*** Block opens ***

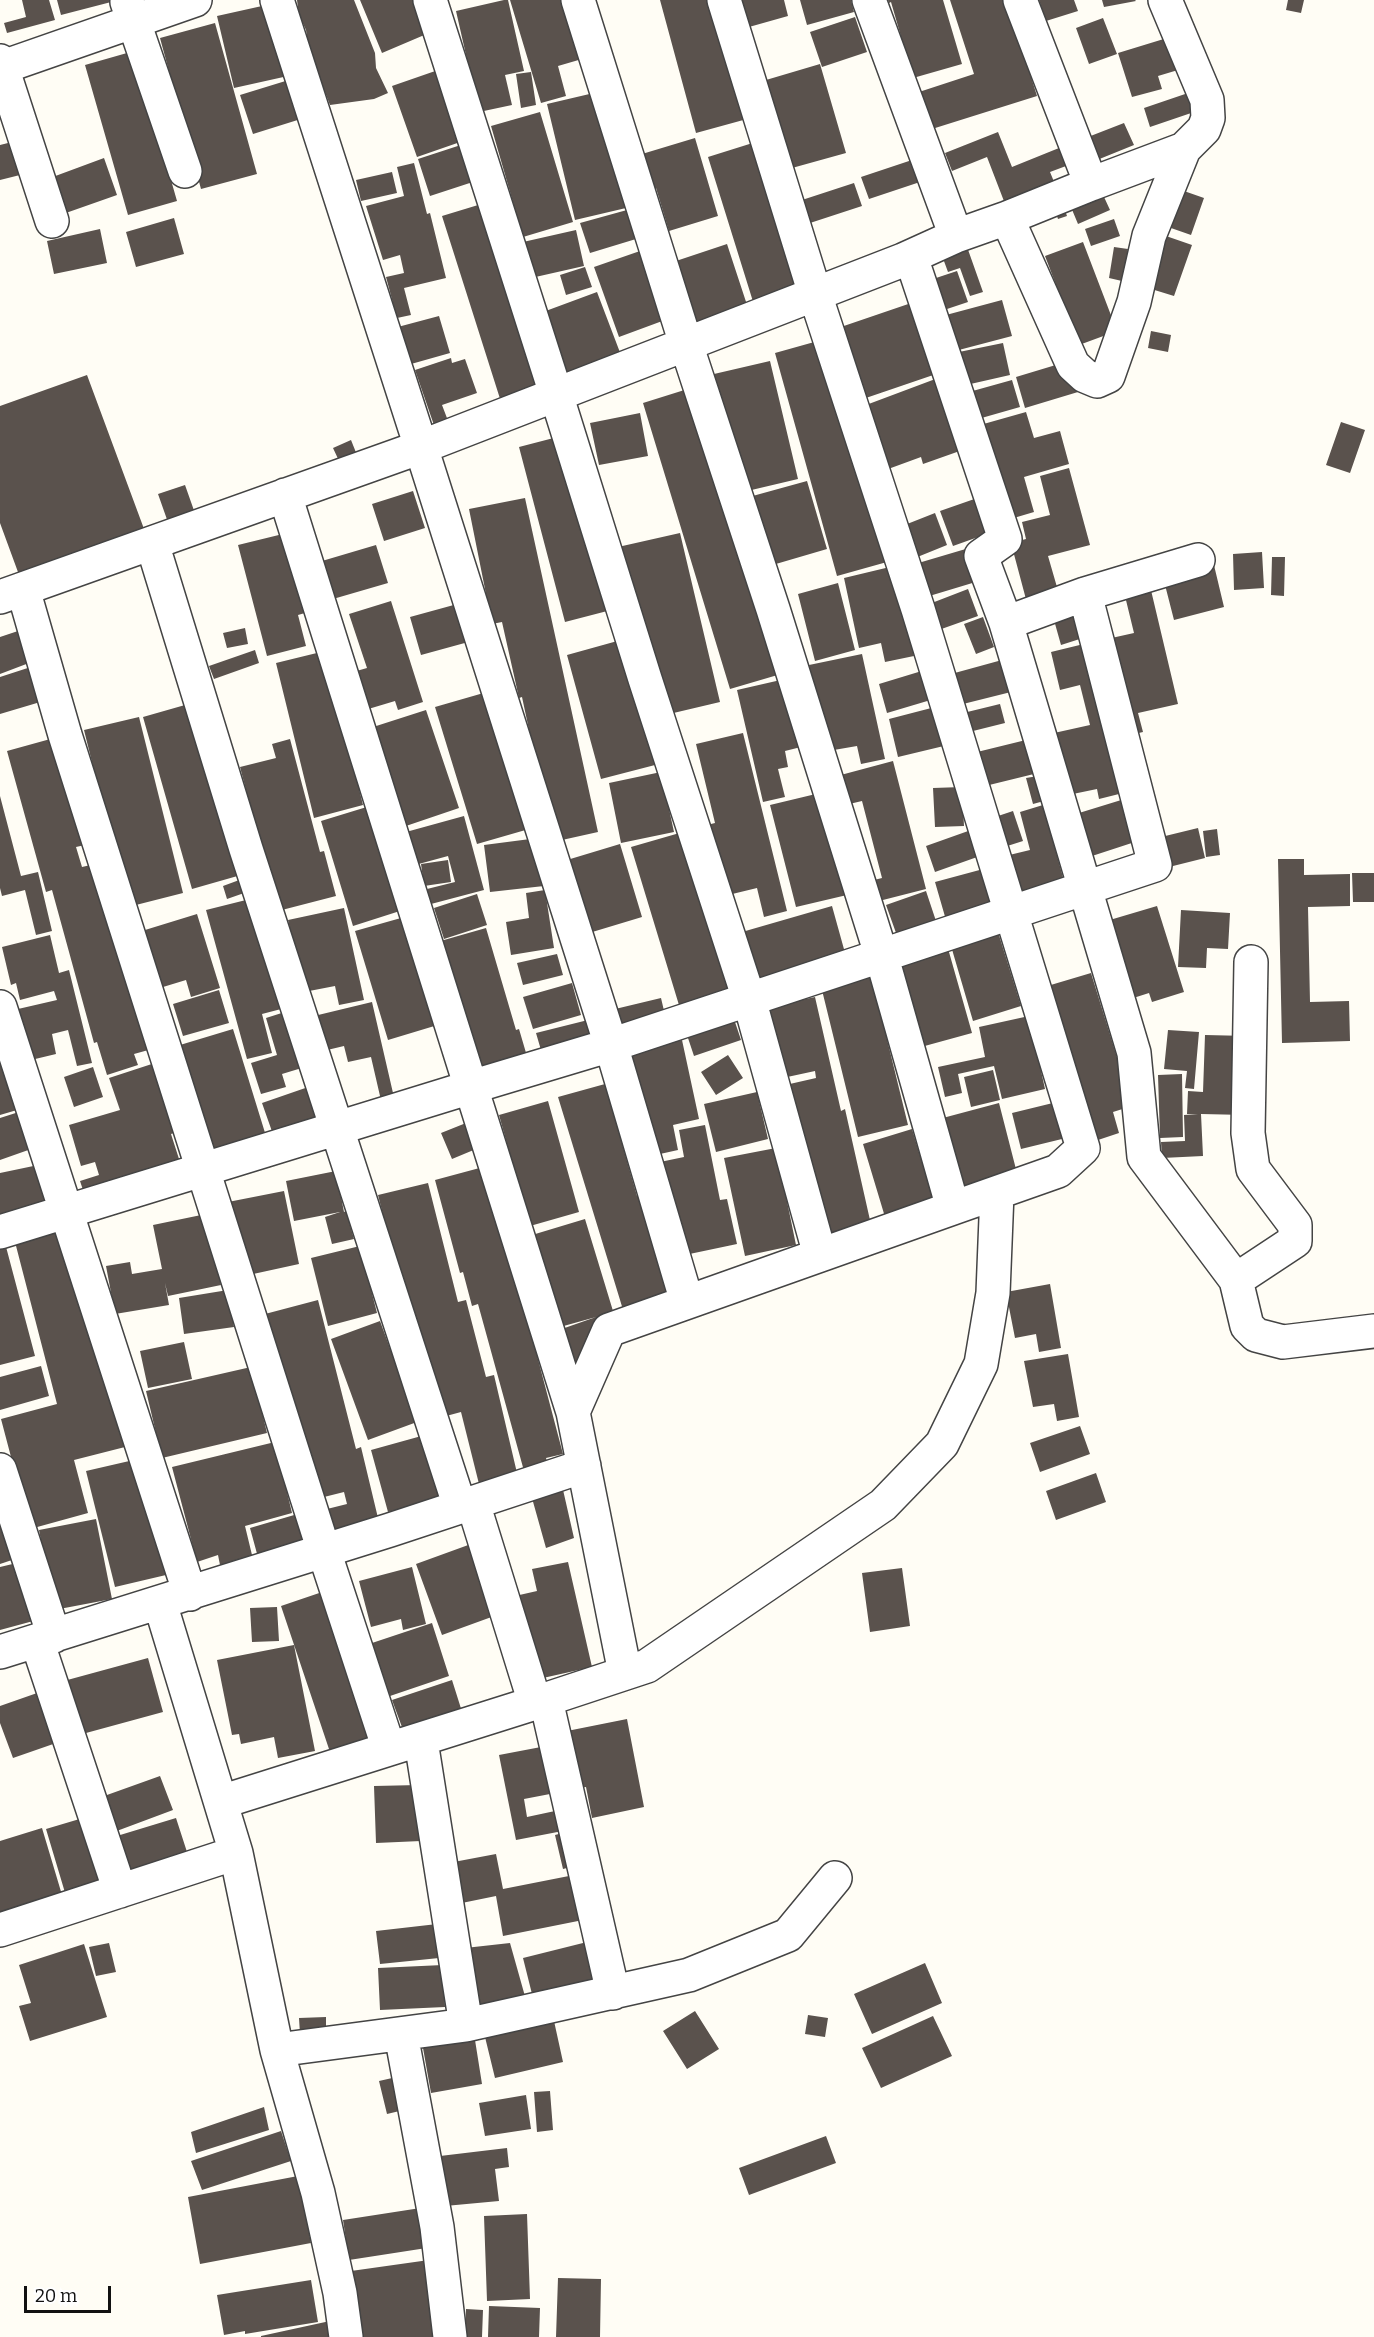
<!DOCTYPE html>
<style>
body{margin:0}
#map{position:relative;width:1374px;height:2337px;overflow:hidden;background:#fffdf5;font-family:Bitter,serif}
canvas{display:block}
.scale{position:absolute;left:24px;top:2286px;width:87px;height:27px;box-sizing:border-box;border:3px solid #111;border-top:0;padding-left:8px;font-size:18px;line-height:21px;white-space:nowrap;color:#111;-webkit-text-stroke:4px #fff;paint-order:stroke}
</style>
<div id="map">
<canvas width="1374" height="2337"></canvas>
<div class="scale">20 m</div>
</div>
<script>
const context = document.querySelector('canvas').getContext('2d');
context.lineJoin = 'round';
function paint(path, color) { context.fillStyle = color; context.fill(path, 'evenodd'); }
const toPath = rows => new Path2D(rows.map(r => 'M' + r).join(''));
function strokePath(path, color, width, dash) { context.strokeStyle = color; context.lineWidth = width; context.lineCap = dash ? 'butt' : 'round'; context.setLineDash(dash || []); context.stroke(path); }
paint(toPath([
 [22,0,49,0,55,20,7,33,4,23,26,17],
 [57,0,115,0,115,1,61,15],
 [297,0,354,0,375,53,376,68,388,93,374,99,330,105,309,51,306,30,299,15],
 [360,0,415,0,429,33,382,53],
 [504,0,508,0,524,71,505,75,512,105,479,112,456,11],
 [510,0,565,0,582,59,558,66,566,96,541,103],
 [660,0,714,0,747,119,696,133],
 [742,0,784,0,788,16,749,27],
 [800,0,851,0,854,12,807,25],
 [888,0,943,0,962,64,913,78,891,2,889,3],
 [950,0,1007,0,1037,96,932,129,919,92,974,74],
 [1039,0,1074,0,1078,11,1046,21],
 [1102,0,1135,0,1136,1,1104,7],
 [1288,0,1304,0,1301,13,1286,10],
 [271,4,288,76,234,88,217,16],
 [855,17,867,52,822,67,810,32],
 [1103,18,1117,54,1089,64,1076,28],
 [215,23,257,174,201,189,160,38],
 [1167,38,1178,70,1158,76,1162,89,1132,97,1118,53],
 [134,51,177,201,128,215,85,65],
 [820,64,846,153,792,168,766,80],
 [441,69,466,140,417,157,392,86],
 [531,72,536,105,521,108,516,74],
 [292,79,304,118,253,134,240,95],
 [598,92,626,208,575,220,547,104],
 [1191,92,1197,111,1150,127,1144,108],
 [540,112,573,222,523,237,491,126],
 [1124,123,1134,145,1097,160,1088,137],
 [998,132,1012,167,1059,148,1066,166,1050,172,1057,189,1007,209,987,157,952,171,945,153],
 [695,138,718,216,669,231,656,188,652,189,642,154],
 [759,141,805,292,755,308,708,157],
 [12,142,20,175,0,180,0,145],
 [470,142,482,179,430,196,418,159],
 [104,158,117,195,63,214,50,178],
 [912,160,920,182,869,199,861,177],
 [414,163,427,214,430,213,446,278,404,288,411,315,397,318,386,277,404,273,400,255,383,260,366,206,404,196,397,167],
 [392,172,397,193,361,201,356,180],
 [854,183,862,206,810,223,802,200],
 [1099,186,1110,210,1078,224,1068,200],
 [1184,191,1204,198,1191,235,1171,228],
 [488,202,549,390,502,405,442,216],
 [1062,202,1067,216,1058,219,1053,205],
 [627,210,636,239,590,253,580,223],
 [174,218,184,254,136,267,126,232],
 [1114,219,1120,236,1091,246,1085,229],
 [100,229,107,263,54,274,47,241],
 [576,230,584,266,531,278,523,242],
 [1166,236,1192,245,1174,296,1148,288],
 [1083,242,1117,331,1079,345,1045,256],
 [727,244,750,314,697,332,673,262],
 [966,244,983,292,970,296,960,268,948,272,941,253],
 [1114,247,1128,249,1122,281,1109,278],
 [640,251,665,320,619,337,594,267],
 [585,267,592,287,566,295,560,275],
 [957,271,968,302,941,311,930,280],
 [597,292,624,363,570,383,543,312],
 [920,300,945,371,860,400,835,329],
 [1002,300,1012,336,955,351,946,315],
 [439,316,450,353,404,366,394,328],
 [1151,331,1171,335,1168,352,1148,348],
 [825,339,887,562,837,576,775,353],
 [1003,343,1010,375,966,385,959,352],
 [451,358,452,363,465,359,477,393,442,405,450,426,436,431,415,370],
 [770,361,798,479,743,492,714,374],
 [1069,361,1078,392,1025,408,1016,377],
 [87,375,147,537,22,583,0,523,0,406],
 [946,375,971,447,923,464,921,457,880,472,858,408],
 [1012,380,1020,407,978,419,969,392],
 [694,387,781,674,730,689,643,403],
 [1026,412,1034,438,1060,431,1069,464,1024,477,1034,512,1007,520,980,425],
 [640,413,648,456,599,465,590,423],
 [1341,422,1365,430,1350,473,1326,465],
 [569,434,615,609,565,622,519,447],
 [351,440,357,455,340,463,333,448],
 [1069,468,1090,545,1048,556,1059,594,1027,603,1011,543,1026,539,1022,522,1050,515,1040,476],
 [807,481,827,549,769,566,749,497],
 [185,485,197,519,170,528,158,494],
 [413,491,425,528,384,541,372,504],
 [983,496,995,531,953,546,940,511],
 [525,498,598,832,553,842,522,697,519,698,502,622,492,624,469,509],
 [935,513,947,545,910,560,897,528],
 [291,532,312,611,298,615,306,646,267,656,238,545],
 [680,533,720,702,665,715,618,547],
 [376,545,388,583,333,599,322,561],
 [969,548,979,581,926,597,915,564],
 [1262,552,1264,588,1234,590,1233,554],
 [1272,557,1285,557,1284,596,1271,595],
 [1213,561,1224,607,1174,620,1164,581],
 [894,566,914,656,885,662,881,643,859,648,844,578],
 [838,583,855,650,815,661,798,594],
 [1150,586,1178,704,1138,713,1143,732,1130,735,1107,639,1134,633,1124,592],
 [968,589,978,616,933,632,924,606],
 [391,601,423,702,398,710,395,701,365,710,353,672,367,668,349,614],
 [461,603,472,641,421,655,410,617],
 [1077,606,1086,637,1061,645,1052,613],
 [983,617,994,647,976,654,964,624],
 [245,628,248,644,227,648,223,633],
 [18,631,29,663,0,674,0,637],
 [621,640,655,765,601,779,567,655],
 [1092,642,1127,792,1099,799,1097,789,1068,795,1054,733,1090,725,1080,685,1060,690,1051,652],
 [255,650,259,663,214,679,209,666],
 [325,651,363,805,314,818,276,663],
 [862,654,885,759,861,764,857,746,828,751,809,665],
 [1002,660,1011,692,959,705,951,674],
 [37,665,47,700,0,714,0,677],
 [925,670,934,699,887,713,879,684],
 [785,679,801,747,785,751,788,767,778,769,785,797,763,802,737,690],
 [487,692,529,829,477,844,435,707],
 [192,703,241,875,192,889,143,717],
 [1000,704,1005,723,965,733,959,714],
 [939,706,948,745,898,757,889,719],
 [426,710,459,808,403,827,370,728],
 [139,717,183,893,128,907,84,730],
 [743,733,787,911,764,917,757,888,724,896,707,825,715,823,696,744],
 [54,738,85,845,76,847,82,867,95,864,152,1049,134,1054,138,1065,107,1075,97,1042,94,1043,52,890,46,892,7,751],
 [290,739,320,852,324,851,336,896,278,911,240,767,276,758,272,744],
 [1030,739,1038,773,981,787,973,753],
 [893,761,926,889,879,901,874,880,882,878,862,801,845,805,837,776],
 [661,772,674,832,621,843,609,783],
 [1038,776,1044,801,1033,804,1026,778],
 [962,787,964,826,935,827,933,788],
 [820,793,847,895,796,907,770,805],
 [0,796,21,876,38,872,52,931,36,935,25,890,2,896,0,888],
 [1131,797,1144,839,1092,856,1079,813],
 [1043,805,1064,881,1011,895,1001,857,1030,850,1020,812],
 [370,806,403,910,353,926,321,821],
 [1013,811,1023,841,1001,848,992,818],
 [464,816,484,890,431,904,427,889,455,882,448,856,415,865,406,832],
 [1198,828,1205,858,1165,868,1157,838],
 [1217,829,1220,855,1206,857,1203,831],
 [971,830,980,856,935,872,926,846],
 [683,832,733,998,682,1015,631,847],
 [538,838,544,886,490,892,484,845],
 [620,844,642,917,589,933,567,860],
 [1278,859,1304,859,1304,875,1350,874,1350,906,1308,907,1310,1002,1349,1001,1350,1041,1282,1043],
 [448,860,451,882,424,886,421,864],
 [987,868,998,906,946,920,935,882],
 [1352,873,1374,873,1374,902,1353,902],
 [242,879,247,892,227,899,223,886],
 [545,890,554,948,511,955,506,922,529,918,526,893],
 [926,891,939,930,900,944,886,905],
 [477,894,487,925,444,939,434,908],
 [246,900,256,933,264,931,285,1008,262,1014,272,1053,247,1059,206,910],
 [832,906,847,960,760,988,742,932],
 [1157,906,1184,992,1152,1002,1149,993,1127,1000,1103,922],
 [344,908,364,1000,339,1005,335,986,304,992,288,920],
 [1181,910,1230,913,1228,949,1207,948,1206,968,1178,967],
 [197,914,220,988,191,997,186,980,163,987,145,930],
 [408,916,441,1024,388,1040,355,931],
 [486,928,516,1030,519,1029,529,1063,476,1079,437,942],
 [998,932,1021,1006,973,1021,951,946],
 [50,935,59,973,69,970,92,1063,77,1066,68,1030,52,1034,56,1054,31,1060,18,1009,57,1000,54,991,20,1000,16,983,11,985,2,947],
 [947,945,972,1033,921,1047,890,961],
 [557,954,563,975,523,985,517,963],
 [1091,973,1132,1106,1113,1112,1119,1133,1092,1142,1044,987],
 [871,974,908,1125,858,1137,821,986],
 [572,983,581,1015,533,1029,523,997],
 [219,990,229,1023,183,1036,173,1004],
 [815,997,841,1111,845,1109,872,1229,826,1239,781,1086,816,1078,815,1071,778,1079,763,1008],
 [661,998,665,1015,615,1027,611,1010],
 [372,1002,396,1106,383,1109,371,1057,348,1062,344,1046,323,1051,314,1016],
 [288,1011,305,1067,282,1074,286,1087,261,1094,251,1063,277,1055,266,1018],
 [733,1016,741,1040,694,1056,686,1032],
 [1029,1016,1045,1089,1002,1099,994,1066,958,1074,962,1093,945,1097,938,1067,985,1057,979,1027],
 [588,1020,594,1044,543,1057,536,1033],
 [233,1029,266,1136,213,1152,180,1045],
 [1168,1030,1199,1032,1194,1089,1185,1088,1187,1071,1164,1069],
 [1205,1035,1248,1036,1246,1115,1201,1114,1203,1156,1162,1158,1161,1142,1185,1141,1184,1115,1198,1114,1187,1114,1188,1091,1203,1092],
 [682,1040,699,1119,673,1125,678,1150,651,1156,629,1052],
 [0,1055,17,1110,0,1115],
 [728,1055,743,1078,716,1095,701,1072],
 [161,1061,183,1130,171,1134,180,1162,86,1199,80,1181,99,1175,95,1162,81,1166,69,1125,120,1110,109,1078],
 [93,1067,103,1097,74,1107,64,1077],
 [993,1070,1000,1100,971,1107,964,1077],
 [1182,1074,1183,1137,1160,1138,1158,1075],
 [605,1084,637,1196,641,1195,671,1299,624,1313,558,1097],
 [314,1085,327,1122,275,1140,262,1103],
 [757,1092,768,1139,716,1152,704,1104],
 [548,1101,579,1212,530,1226,499,1115],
 [1057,1102,1066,1138,1021,1149,1012,1113],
 [999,1103,1018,1177,957,1193,939,1119],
 [22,1111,34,1148,0,1160,0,1118],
 [466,1123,476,1149,452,1159,441,1133],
 [705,1125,720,1200,727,1199,737,1244,680,1256,660,1162,684,1157,679,1130],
 [912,1129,934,1202,885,1217,863,1144],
 [776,1148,796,1245,745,1256,724,1158],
 [43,1164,52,1204,0,1215,0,1173],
 [487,1166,563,1454,546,1458,548,1465,524,1471,478,1304,472,1306,463,1272,460,1273,435,1180],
 [336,1171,344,1212,346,1211,354,1239,332,1244,325,1217,340,1212,294,1221,286,1181],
 [428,1183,458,1302,466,1300,486,1377,494,1375,517,1473,479,1484,461,1412,435,1419,378,1195],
 [284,1191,299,1264,244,1276,228,1202],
 [206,1214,221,1285,168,1296,165,1283,169,1305,115,1314,106,1266,130,1262,132,1274,162,1269,153,1225],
 [585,1219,613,1311,610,1312,612,1319,586,1338,588,1370,571,1374,556,1331,596,1317,560,1327,532,1235],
 [67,1228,125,1447,74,1460,88,1513,30,1529,1,1419,57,1404,15,1242],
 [5,1243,35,1356,0,1365,0,1245],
 [360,1246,377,1313,328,1326,311,1258],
 [1050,1284,1061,1348,1039,1352,1036,1334,1015,1338,1006,1292],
 [228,1290,234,1327,184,1334,179,1298],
 [318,1300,356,1449,361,1447,378,1518,330,1534,323,1510,347,1504,344,1492,316,1499,265,1314],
 [380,1321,417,1422,368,1440,331,1339],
 [184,1342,192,1379,148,1388,140,1351],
 [1068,1354,1079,1417,1057,1421,1054,1404,1033,1407,1024,1361],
 [41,1366,49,1396,0,1410,0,1377],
 [251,1367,267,1433,162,1458,146,1391],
 [1080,1426,1090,1454,1040,1472,1030,1443],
 [425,1435,442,1498,388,1512,371,1450],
 [275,1442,292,1513,245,1526,252,1555,220,1565,218,1555,197,1562,172,1467],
 [138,1459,166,1575,115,1587,86,1471],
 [1096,1473,1106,1502,1056,1520,1046,1491],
 [561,1481,574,1538,546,1548,530,1491],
 [0,1494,21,1557,0,1564],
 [301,1513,311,1547,259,1561,250,1528],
 [96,1519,112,1599,54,1610,39,1530],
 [471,1544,497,1615,442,1635,416,1564],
 [21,1562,37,1620,0,1630,0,1567],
 [568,1562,592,1667,534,1680,515,1596,537,1591,532,1569],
 [412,1567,426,1624,403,1630,401,1619,371,1627,359,1581],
 [902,1568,910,1626,870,1632,862,1573],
 [331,1589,381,1739,331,1755,281,1606],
 [277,1607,279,1641,252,1642,250,1608],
 [432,1623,449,1676,390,1696,372,1643],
 [294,1645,315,1751,278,1758,274,1737,241,1744,239,1734,232,1735,217,1660],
 [148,1658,163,1712,75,1736,60,1682],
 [452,1680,464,1718,406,1738,392,1700],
 [40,1692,59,1742,13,1758,0,1723,0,1706],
 [627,1719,644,1807,592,1818,586,1787,579,1788,567,1731],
 [541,1747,550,1794,524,1799,527,1817,569,1808,573,1829,516,1840,499,1755],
 [160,1776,173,1810,106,1835,93,1800],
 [419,1785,421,1841,376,1843,374,1786],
 [93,1815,113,1882,66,1896,46,1829],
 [176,1818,187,1852,118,1874,107,1839],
 [42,1828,65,1905,0,1921,0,1841],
 [570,1831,579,1865,563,1869,555,1835],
 [496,1854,503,1889,574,1875,583,1920,503,1936,496,1896,452,1905,443,1864],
 [446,1923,449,1957,380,1964,376,1931],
 [591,1941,602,1986,534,2002,523,1958],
 [109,1943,116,1972,96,1976,89,1947],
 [510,1943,528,2007,477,2011,465,1948],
 [84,1944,107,2017,30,2041,19,2006,31,2003,19,1965],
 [925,1963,942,2003,872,2034,854,1994],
 [443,1965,445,2007,380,2010,378,1968],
 [695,2011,719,2049,687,2069,663,2031],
 [808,2015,828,2018,825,2037,805,2034],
 [933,2016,952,2056,881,2088,862,2048],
 [326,2017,326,2033,300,2034,299,2018],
 [554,2021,563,2062,495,2078,485,2037],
 [475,2040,482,2084,431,2093,423,2048],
 [401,2076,408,2109,387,2114,379,2081],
 [550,2091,553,2130,537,2132,534,2092],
 [526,2095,531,2129,485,2136,479,2103],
 [264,2107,269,2130,196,2153,191,2132],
 [281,2131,291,2161,202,2190,191,2161],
 [826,2136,836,2163,749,2195,739,2168],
 [507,2148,509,2167,495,2169,499,2201,445,2206,440,2156],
 [298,2176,311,2243,200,2264,188,2197],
 [427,2207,433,2247,349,2260,343,2220],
 [527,2214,530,2299,487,2301,484,2216],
 [429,2260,440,2337,360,2337,351,2271],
 [558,2278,601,2279,600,2337,556,2337],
 [311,2280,318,2322,245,2334,245,2331,224,2335,217,2295],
 [489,2306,540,2308,539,2337,488,2337],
 [466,2309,483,2310,482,2337,465,2337],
 [330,2321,333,2337,261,2337,261,2336]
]), '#5a524d');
const minor = toPath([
 [277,0,421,447,903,260,956,236,1007,218,1091,184,1020,0],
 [430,0,556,394,645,679,749,999,820,1255],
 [724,0,815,294,918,609,1083,1148,1058,1171,953,1208],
 [869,0,956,236],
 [1165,0,1207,100,1208,118,1204,129,1184,149],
 [127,2,185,171],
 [0,61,52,221],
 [0,68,195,0],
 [1007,218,1073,365,1085,376,1097,381,1108,376,1134,302,1149,236,1184,149,1091,184],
 [911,257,1005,539,981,556,1006,623,1134,1053,1144,1157,1236,1280,1247,1326,1256,1335,1283,1342,1374,1331],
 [285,495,573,1412,625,1673],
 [152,543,246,849,460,1507],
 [23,589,65,735,324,1551,389,1749],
 [0,597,421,447,611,1045,687,1302],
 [1006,623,1085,594,1198,560],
 [0,1007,190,1594],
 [0,1232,471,1087,611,1045,1155,865,1085,594],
 [1236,1280,1295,1241,1295,1225,1253,1169,1248,1133,1251,962],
 [573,1412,609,1330,953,1208,881,954,773,609,686,344,578,0],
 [0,1470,54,1636],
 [37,1641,120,1891],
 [0,1652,390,1530,584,1466],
 [546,1700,613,1993],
 [535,1703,647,1666,883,1505,942,1444,981,1364,993,1293,997,1193],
 [221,1802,535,1703,473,1503],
 [236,1853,277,2050,466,2025,421,1741],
 [0,1930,236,1853,160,1603],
 [466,2025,689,1975,788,1935,835,1878],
 [401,2034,437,2227,450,2337],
 [277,2050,318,2193,340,2293,346,2337]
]);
strokePath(minor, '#444', 36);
strokePath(minor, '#fff', 33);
</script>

*** Block closes ***

- [REQUIREMENT]
Check each line of the data above for the string "canvas", and copy the ones that have it.

- [EXERCISE ANSWER]
canvas{display:block}
<canvas width="1374" height="2337"></canvas>
const context = document.querySelector('canvas').getContext('2d');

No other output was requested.